─── Available records ───
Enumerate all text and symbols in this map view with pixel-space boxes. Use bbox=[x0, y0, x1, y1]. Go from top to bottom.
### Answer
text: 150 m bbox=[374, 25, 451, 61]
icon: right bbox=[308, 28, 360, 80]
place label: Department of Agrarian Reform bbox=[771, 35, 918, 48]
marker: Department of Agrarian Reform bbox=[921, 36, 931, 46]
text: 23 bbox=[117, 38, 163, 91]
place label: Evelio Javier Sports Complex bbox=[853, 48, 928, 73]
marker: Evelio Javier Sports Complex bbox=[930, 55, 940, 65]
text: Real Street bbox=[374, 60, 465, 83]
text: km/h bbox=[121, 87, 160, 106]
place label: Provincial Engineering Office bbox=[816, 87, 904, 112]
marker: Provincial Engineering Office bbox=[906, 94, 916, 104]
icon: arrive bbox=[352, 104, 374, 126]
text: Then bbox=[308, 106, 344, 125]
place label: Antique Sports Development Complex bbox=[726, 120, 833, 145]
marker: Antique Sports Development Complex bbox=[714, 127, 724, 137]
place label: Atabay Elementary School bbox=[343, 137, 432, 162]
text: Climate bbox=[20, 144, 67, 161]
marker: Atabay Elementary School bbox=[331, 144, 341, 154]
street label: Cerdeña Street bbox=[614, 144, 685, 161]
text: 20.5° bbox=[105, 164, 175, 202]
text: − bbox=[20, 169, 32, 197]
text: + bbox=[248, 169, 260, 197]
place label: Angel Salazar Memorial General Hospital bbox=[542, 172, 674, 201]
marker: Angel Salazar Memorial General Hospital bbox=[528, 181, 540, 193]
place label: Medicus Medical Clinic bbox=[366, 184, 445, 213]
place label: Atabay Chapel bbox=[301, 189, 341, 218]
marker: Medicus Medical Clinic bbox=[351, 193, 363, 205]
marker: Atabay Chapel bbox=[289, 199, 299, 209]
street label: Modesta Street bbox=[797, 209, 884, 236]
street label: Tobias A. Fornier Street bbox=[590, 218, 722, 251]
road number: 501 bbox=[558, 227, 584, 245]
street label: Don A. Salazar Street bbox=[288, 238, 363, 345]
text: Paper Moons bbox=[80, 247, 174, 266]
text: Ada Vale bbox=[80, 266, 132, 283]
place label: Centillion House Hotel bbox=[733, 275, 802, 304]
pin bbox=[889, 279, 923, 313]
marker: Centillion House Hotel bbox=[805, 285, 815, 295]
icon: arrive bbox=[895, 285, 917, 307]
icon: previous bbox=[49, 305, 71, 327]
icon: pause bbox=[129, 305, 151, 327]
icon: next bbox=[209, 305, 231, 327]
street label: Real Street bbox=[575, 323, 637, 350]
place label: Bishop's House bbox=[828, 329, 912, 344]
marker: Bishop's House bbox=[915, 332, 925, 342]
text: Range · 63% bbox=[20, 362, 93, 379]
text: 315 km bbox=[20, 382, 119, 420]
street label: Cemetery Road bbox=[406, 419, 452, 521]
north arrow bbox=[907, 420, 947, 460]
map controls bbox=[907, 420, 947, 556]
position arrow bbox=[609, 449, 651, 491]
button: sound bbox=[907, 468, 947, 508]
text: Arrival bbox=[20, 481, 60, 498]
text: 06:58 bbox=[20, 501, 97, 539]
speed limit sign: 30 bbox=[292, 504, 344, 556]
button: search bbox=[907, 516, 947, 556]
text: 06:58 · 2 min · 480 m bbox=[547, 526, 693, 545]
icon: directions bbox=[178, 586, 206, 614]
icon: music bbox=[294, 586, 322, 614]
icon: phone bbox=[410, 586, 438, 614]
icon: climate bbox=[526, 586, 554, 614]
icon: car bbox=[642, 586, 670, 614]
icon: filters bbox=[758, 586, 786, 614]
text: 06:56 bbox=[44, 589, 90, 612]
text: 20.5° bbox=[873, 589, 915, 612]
───
What to work on:
Look through the records for the word "Memorial". Every line that has it should be copied.

Response below:
place label: Angel Salazar Memorial General Hospital bbox=[542, 172, 674, 201]
marker: Angel Salazar Memorial General Hospital bbox=[528, 181, 540, 193]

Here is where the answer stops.